- **EXERCISE DESCRIPTION**: Copy each line of the following material exactly.

- **SOURCE DATA**:
---+---
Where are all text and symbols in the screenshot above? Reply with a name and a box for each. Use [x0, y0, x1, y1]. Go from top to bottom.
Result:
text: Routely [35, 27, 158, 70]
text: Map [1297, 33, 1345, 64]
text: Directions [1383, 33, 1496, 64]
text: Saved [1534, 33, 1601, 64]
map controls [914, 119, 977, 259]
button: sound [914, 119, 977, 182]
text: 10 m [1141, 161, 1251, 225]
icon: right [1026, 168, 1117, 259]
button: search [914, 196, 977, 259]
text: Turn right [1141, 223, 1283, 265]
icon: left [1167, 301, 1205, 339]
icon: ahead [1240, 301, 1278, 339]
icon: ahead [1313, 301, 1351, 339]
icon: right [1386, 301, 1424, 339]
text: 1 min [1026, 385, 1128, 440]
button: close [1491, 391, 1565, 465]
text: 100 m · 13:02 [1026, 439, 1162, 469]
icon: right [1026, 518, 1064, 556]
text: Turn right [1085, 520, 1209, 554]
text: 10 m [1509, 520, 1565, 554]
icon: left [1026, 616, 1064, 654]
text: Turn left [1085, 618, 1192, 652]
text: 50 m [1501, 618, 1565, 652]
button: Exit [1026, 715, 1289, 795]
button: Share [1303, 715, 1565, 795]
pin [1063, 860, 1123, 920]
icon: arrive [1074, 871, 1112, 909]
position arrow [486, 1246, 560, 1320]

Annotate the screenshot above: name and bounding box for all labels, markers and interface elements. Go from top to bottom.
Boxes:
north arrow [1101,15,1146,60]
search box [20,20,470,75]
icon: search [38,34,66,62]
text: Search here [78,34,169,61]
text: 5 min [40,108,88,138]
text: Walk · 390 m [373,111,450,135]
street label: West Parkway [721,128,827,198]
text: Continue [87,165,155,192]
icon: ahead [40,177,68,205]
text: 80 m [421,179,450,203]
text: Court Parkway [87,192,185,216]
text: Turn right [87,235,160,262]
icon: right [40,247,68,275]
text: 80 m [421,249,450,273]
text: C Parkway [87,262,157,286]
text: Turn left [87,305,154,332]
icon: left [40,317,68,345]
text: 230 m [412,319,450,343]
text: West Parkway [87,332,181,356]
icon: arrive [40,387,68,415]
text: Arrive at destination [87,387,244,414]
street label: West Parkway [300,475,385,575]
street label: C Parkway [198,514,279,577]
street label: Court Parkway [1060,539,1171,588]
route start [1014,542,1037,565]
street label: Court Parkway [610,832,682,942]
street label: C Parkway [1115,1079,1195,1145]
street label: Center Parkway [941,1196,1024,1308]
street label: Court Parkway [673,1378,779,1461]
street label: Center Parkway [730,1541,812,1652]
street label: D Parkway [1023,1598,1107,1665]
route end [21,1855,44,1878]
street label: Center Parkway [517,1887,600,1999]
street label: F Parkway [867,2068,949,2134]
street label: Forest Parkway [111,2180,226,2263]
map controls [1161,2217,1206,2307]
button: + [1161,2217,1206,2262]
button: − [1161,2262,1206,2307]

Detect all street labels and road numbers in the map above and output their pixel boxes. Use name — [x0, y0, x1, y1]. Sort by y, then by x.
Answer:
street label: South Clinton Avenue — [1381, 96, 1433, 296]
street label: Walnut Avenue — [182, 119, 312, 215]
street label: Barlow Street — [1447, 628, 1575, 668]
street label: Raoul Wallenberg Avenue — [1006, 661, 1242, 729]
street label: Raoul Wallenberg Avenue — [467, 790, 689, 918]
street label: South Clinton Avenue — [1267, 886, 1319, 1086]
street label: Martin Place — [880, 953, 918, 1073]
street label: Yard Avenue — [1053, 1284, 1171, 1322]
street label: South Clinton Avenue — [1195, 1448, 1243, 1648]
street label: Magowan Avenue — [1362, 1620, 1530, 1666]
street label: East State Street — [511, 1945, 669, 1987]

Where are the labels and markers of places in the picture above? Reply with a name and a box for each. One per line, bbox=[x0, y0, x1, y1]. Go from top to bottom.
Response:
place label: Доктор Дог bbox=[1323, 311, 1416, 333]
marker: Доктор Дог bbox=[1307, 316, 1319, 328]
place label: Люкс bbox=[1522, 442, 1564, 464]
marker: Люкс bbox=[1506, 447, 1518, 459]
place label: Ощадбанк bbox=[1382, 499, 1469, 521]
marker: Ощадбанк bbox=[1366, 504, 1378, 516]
---+---
- **TASK SOLUTION**:
Where are all text and symbols in the screenshot above? Reply with a name and a box for each. Use [x0, y0, x1, y1]. Go from top to bottom.
Result:
text: Routely [35, 27, 158, 70]
text: Map [1297, 33, 1345, 64]
text: Directions [1383, 33, 1496, 64]
text: Saved [1534, 33, 1601, 64]
map controls [914, 119, 977, 259]
button: sound [914, 119, 977, 182]
text: 10 m [1141, 161, 1251, 225]
icon: right [1026, 168, 1117, 259]
button: search [914, 196, 977, 259]
text: Turn right [1141, 223, 1283, 265]
icon: left [1167, 301, 1205, 339]
icon: ahead [1240, 301, 1278, 339]
icon: ahead [1313, 301, 1351, 339]
icon: right [1386, 301, 1424, 339]
text: 1 min [1026, 385, 1128, 440]
button: close [1491, 391, 1565, 465]
text: 100 m · 13:02 [1026, 439, 1162, 469]
icon: right [1026, 518, 1064, 556]
text: Turn right [1085, 520, 1209, 554]
text: 10 m [1509, 520, 1565, 554]
icon: left [1026, 616, 1064, 654]
text: Turn left [1085, 618, 1192, 652]
text: 50 m [1501, 618, 1565, 652]
button: Exit [1026, 715, 1289, 795]
button: Share [1303, 715, 1565, 795]
pin [1063, 860, 1123, 920]
icon: arrive [1074, 871, 1112, 909]
position arrow [486, 1246, 560, 1320]

Annotate the screenshot above: name and bounding box for all labels, markers and interface elements. Go from top to bottom.
Boxes:
north arrow [1101,15,1146,60]
search box [20,20,470,75]
icon: search [38,34,66,62]
text: Search here [78,34,169,61]
text: 5 min [40,108,88,138]
text: Walk · 390 m [373,111,450,135]
street label: West Parkway [721,128,827,198]
text: Continue [87,165,155,192]
icon: ahead [40,177,68,205]
text: 80 m [421,179,450,203]
text: Court Parkway [87,192,185,216]
text: Turn right [87,235,160,262]
icon: right [40,247,68,275]
text: 80 m [421,249,450,273]
text: C Parkway [87,262,157,286]
text: Turn left [87,305,154,332]
icon: left [40,317,68,345]
text: 230 m [412,319,450,343]
text: West Parkway [87,332,181,356]
icon: arrive [40,387,68,415]
text: Arrive at destination [87,387,244,414]
street label: West Parkway [300,475,385,575]
street label: C Parkway [198,514,279,577]
street label: Court Parkway [1060,539,1171,588]
route start [1014,542,1037,565]
street label: Court Parkway [610,832,682,942]
street label: C Parkway [1115,1079,1195,1145]
street label: Center Parkway [941,1196,1024,1308]
street label: Court Parkway [673,1378,779,1461]
street label: Center Parkway [730,1541,812,1652]
street label: D Parkway [1023,1598,1107,1665]
route end [21,1855,44,1878]
street label: Center Parkway [517,1887,600,1999]
street label: F Parkway [867,2068,949,2134]
street label: Forest Parkway [111,2180,226,2263]
map controls [1161,2217,1206,2307]
button: + [1161,2217,1206,2262]
button: − [1161,2262,1206,2307]

Detect all street labels and road numbers in the map above and output their pixel boxes. Use name — [x0, y0, x1, y1]. Sort by y, then by x.
Answer:
street label: South Clinton Avenue — [1381, 96, 1433, 296]
street label: Walnut Avenue — [182, 119, 312, 215]
street label: Barlow Street — [1447, 628, 1575, 668]
street label: Raoul Wallenberg Avenue — [1006, 661, 1242, 729]
street label: Raoul Wallenberg Avenue — [467, 790, 689, 918]
street label: South Clinton Avenue — [1267, 886, 1319, 1086]
street label: Martin Place — [880, 953, 918, 1073]
street label: Yard Avenue — [1053, 1284, 1171, 1322]
street label: South Clinton Avenue — [1195, 1448, 1243, 1648]
street label: Magowan Avenue — [1362, 1620, 1530, 1666]
street label: East State Street — [511, 1945, 669, 1987]

Where are the labels and markers of places in the picture above? Reply with a name and a box for each. One per line, bbox=[x0, y0, x1, y1]. Go from top to bottom.
Response:
place label: Доктор Дог bbox=[1323, 311, 1416, 333]
marker: Доктор Дог bbox=[1307, 316, 1319, 328]
place label: Люкс bbox=[1522, 442, 1564, 464]
marker: Люкс bbox=[1506, 447, 1518, 459]
place label: Ощадбанк bbox=[1382, 499, 1469, 521]
marker: Ощадбанк bbox=[1366, 504, 1378, 516]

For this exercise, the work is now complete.